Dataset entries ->
***

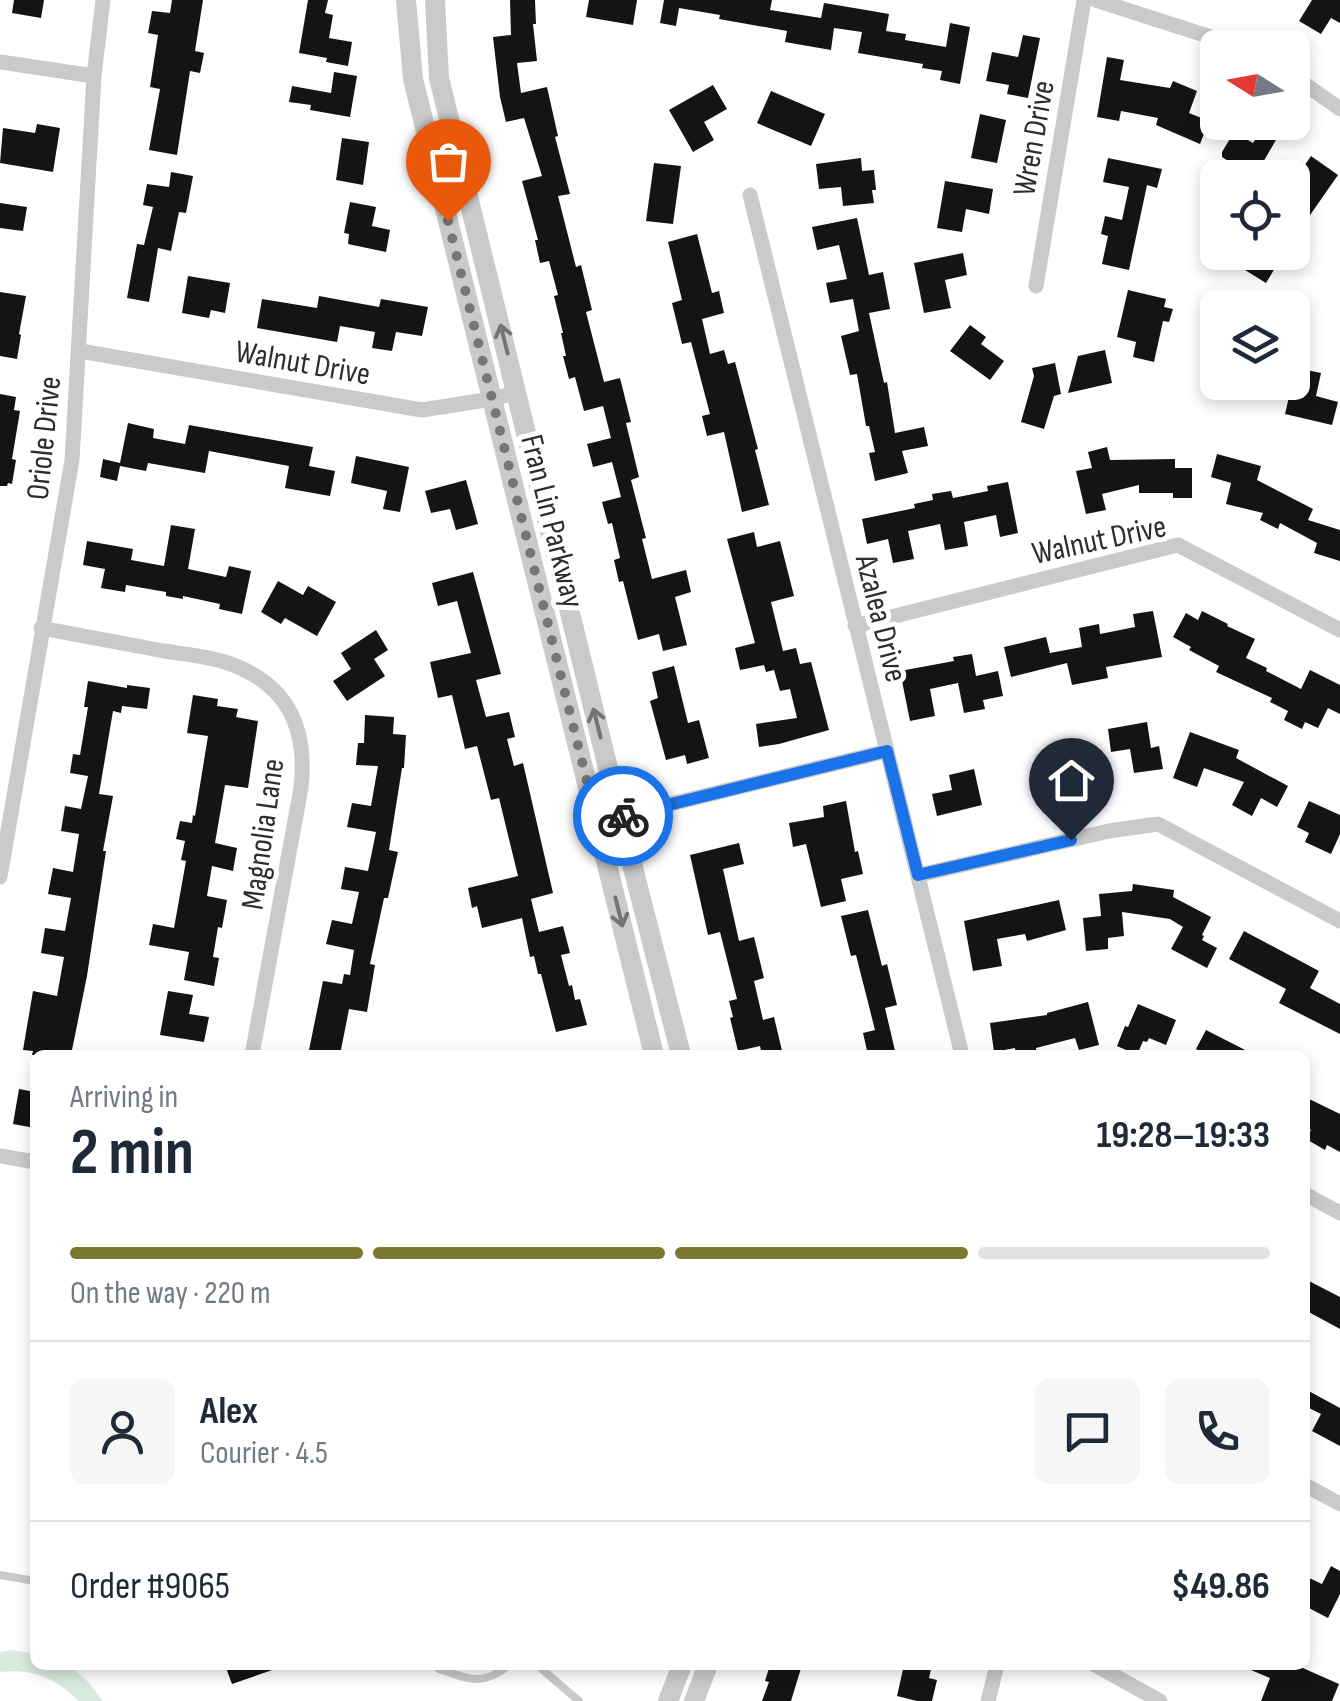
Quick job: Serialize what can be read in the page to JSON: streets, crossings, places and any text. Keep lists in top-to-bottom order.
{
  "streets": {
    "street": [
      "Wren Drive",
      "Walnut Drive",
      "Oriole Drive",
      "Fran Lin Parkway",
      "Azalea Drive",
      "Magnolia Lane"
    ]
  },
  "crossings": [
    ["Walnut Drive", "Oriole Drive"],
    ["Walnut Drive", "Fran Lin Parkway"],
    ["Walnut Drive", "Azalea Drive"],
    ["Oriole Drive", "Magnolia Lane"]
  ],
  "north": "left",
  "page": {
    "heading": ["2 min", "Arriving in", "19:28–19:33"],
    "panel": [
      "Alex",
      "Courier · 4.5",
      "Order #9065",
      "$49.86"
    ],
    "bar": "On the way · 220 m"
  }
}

***

Goal of the exercise -> All of the data above should be quoted exactly, except for the pictures.

Expected answer ->
Quick job: Serialize what can be read in the page to JSON: streets, crossings, places and any text. Keep lists in top-to-bottom order.
{
  "streets": {
    "street": [
      "Wren Drive",
      "Walnut Drive",
      "Oriole Drive",
      "Fran Lin Parkway",
      "Azalea Drive",
      "Magnolia Lane"
    ]
  },
  "crossings": [
    ["Walnut Drive", "Oriole Drive"],
    ["Walnut Drive", "Fran Lin Parkway"],
    ["Walnut Drive", "Azalea Drive"],
    ["Oriole Drive", "Magnolia Lane"]
  ],
  "north": "left",
  "page": {
    "heading": ["2 min", "Arriving in", "19:28–19:33"],
    "panel": [
      "Alex",
      "Courier · 4.5",
      "Order #9065",
      "$49.86"
    ],
    "bar": "On the way · 220 m"
  }
}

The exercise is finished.